(Dataset excerpts)

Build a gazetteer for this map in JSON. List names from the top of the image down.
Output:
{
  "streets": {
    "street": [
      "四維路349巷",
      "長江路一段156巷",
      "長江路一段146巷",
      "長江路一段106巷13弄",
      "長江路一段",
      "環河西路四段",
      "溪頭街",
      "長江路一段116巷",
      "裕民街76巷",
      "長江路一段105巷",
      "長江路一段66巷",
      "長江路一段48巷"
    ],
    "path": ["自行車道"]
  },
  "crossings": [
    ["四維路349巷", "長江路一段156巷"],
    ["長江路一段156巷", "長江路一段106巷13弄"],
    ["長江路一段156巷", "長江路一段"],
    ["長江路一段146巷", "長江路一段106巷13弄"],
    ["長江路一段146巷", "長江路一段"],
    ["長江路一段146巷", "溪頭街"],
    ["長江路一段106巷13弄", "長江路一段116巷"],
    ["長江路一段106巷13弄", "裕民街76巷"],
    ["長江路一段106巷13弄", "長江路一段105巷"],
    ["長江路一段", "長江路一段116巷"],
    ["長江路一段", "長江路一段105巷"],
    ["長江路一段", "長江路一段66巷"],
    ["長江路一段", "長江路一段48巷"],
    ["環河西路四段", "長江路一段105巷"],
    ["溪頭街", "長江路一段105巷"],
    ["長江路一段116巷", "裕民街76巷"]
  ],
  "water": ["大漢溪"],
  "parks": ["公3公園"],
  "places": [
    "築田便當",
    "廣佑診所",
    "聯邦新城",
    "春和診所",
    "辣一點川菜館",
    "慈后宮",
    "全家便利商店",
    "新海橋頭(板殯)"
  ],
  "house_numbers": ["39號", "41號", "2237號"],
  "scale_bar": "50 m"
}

(End Dataset excerpts)

**Work to be completed**
Copy every record exactly, leaving each line intact.

**Reply**
Build a gazetteer for this map in JSON. List names from the top of the image down.
Output:
{
  "streets": {
    "street": [
      "四維路349巷",
      "長江路一段156巷",
      "長江路一段146巷",
      "長江路一段106巷13弄",
      "長江路一段",
      "環河西路四段",
      "溪頭街",
      "長江路一段116巷",
      "裕民街76巷",
      "長江路一段105巷",
      "長江路一段66巷",
      "長江路一段48巷"
    ],
    "path": ["自行車道"]
  },
  "crossings": [
    ["四維路349巷", "長江路一段156巷"],
    ["長江路一段156巷", "長江路一段106巷13弄"],
    ["長江路一段156巷", "長江路一段"],
    ["長江路一段146巷", "長江路一段106巷13弄"],
    ["長江路一段146巷", "長江路一段"],
    ["長江路一段146巷", "溪頭街"],
    ["長江路一段106巷13弄", "長江路一段116巷"],
    ["長江路一段106巷13弄", "裕民街76巷"],
    ["長江路一段106巷13弄", "長江路一段105巷"],
    ["長江路一段", "長江路一段116巷"],
    ["長江路一段", "長江路一段105巷"],
    ["長江路一段", "長江路一段66巷"],
    ["長江路一段", "長江路一段48巷"],
    ["環河西路四段", "長江路一段105巷"],
    ["溪頭街", "長江路一段105巷"],
    ["長江路一段116巷", "裕民街76巷"]
  ],
  "water": ["大漢溪"],
  "parks": ["公3公園"],
  "places": [
    "築田便當",
    "廣佑診所",
    "聯邦新城",
    "春和診所",
    "辣一點川菜館",
    "慈后宮",
    "全家便利商店",
    "新海橋頭(板殯)"
  ],
  "house_numbers": ["39號", "41號", "2237號"],
  "scale_bar": "50 m"
}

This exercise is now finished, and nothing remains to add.